--- EXERCISE INSTRUCTIONS ---
Please output the records below in full, exactly as given, but without the images.

===== DATA EXCERPTS =====

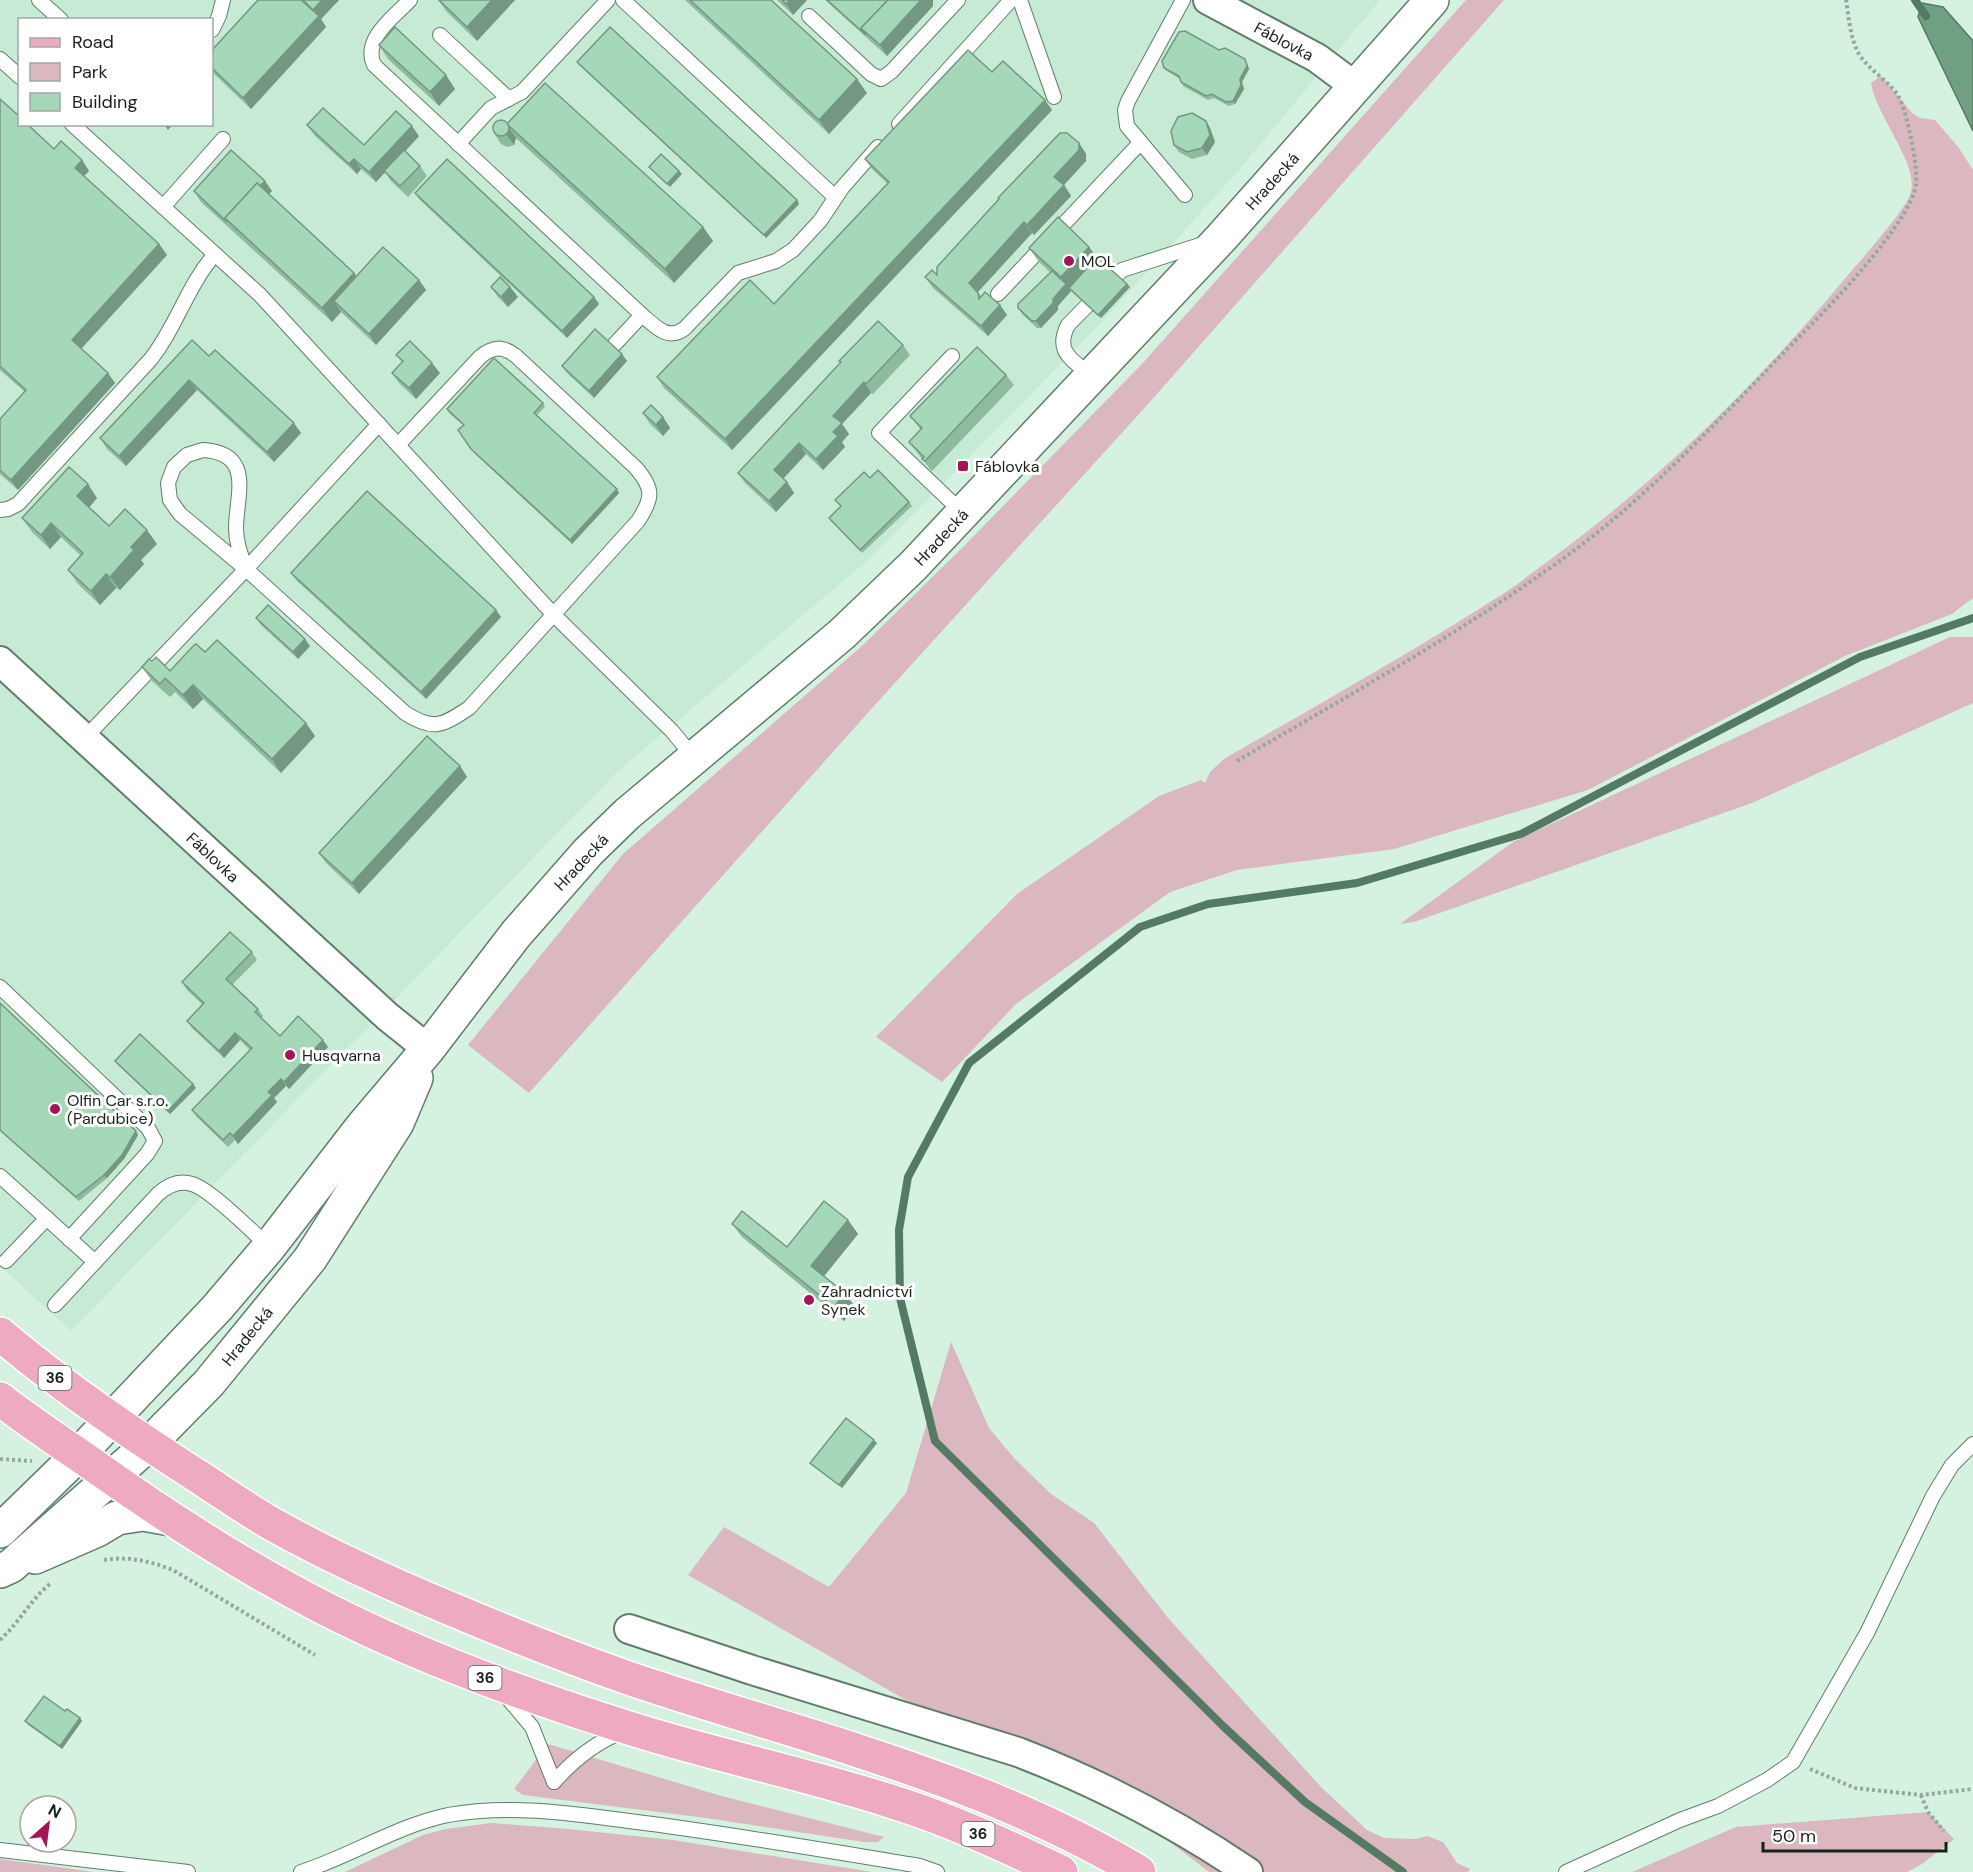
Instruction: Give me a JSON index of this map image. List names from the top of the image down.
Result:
{
  "streets": {
    "main road": ["Hradecká", "36"],
    "street": ["Fáblovka"]
  },
  "crossings": [
    ["Fáblovka", "Hradecká"],
    ["Hradecká", "36"]
  ],
  "places": {
    "other": [
      "MOL",
      "Husqvarna",
      "Olfin Car s.r.o. (Pardubice)",
      "Zahradnictví Synek"
    ],
    "transit": ["Fáblovka"]
  },
  "legend": ["Road", "Park", "Building"],
  "scale_bar": "50 m",
  "north": "top right"
}
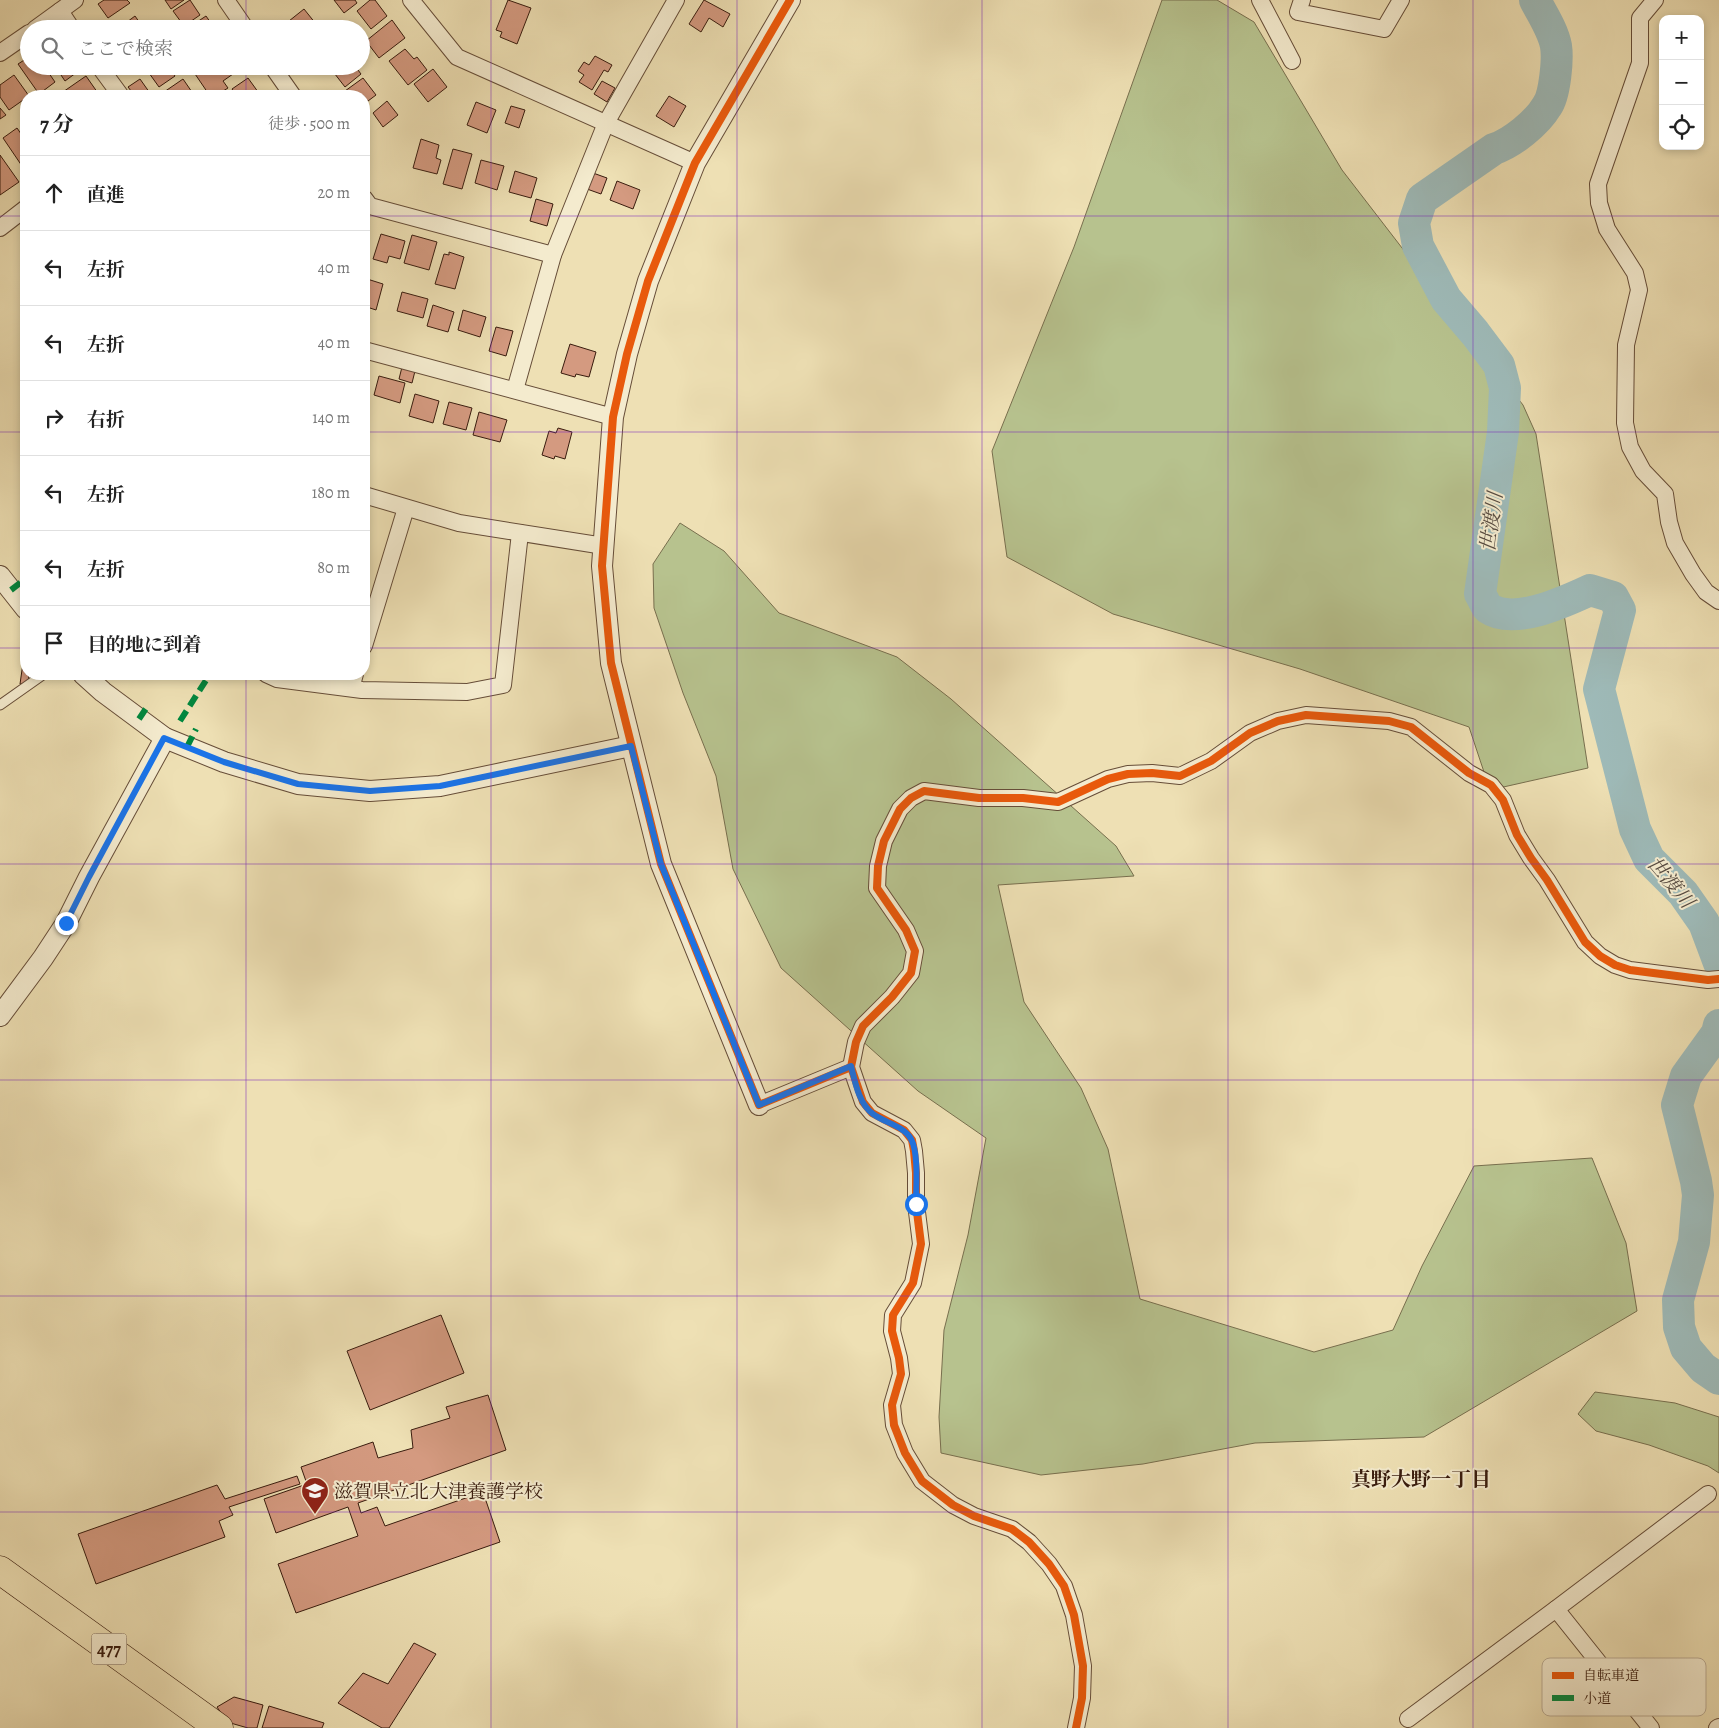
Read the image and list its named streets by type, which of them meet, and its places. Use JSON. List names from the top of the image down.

=====

--- RESPONSE BOX ---
Instruction: Give me a JSON index of this map image. List names from the top of the image down.
Result:
{
  "streets": {
    "main road": ["Hradecká", "36"],
    "street": ["Fáblovka"]
  },
  "crossings": [
    ["Fáblovka", "Hradecká"],
    ["Hradecká", "36"]
  ],
  "places": {
    "other": [
      "MOL",
      "Husqvarna",
      "Olfin Car s.r.o. (Pardubice)",
      "Zahradnictví Synek"
    ],
    "transit": ["Fáblovka"]
  },
  "legend": ["Road", "Park", "Building"],
  "scale_bar": "50 m",
  "north": "top right"
}
Read the image and list its named streets by type, which of them meet, and its places. Use JSON. List names from the top of the image down.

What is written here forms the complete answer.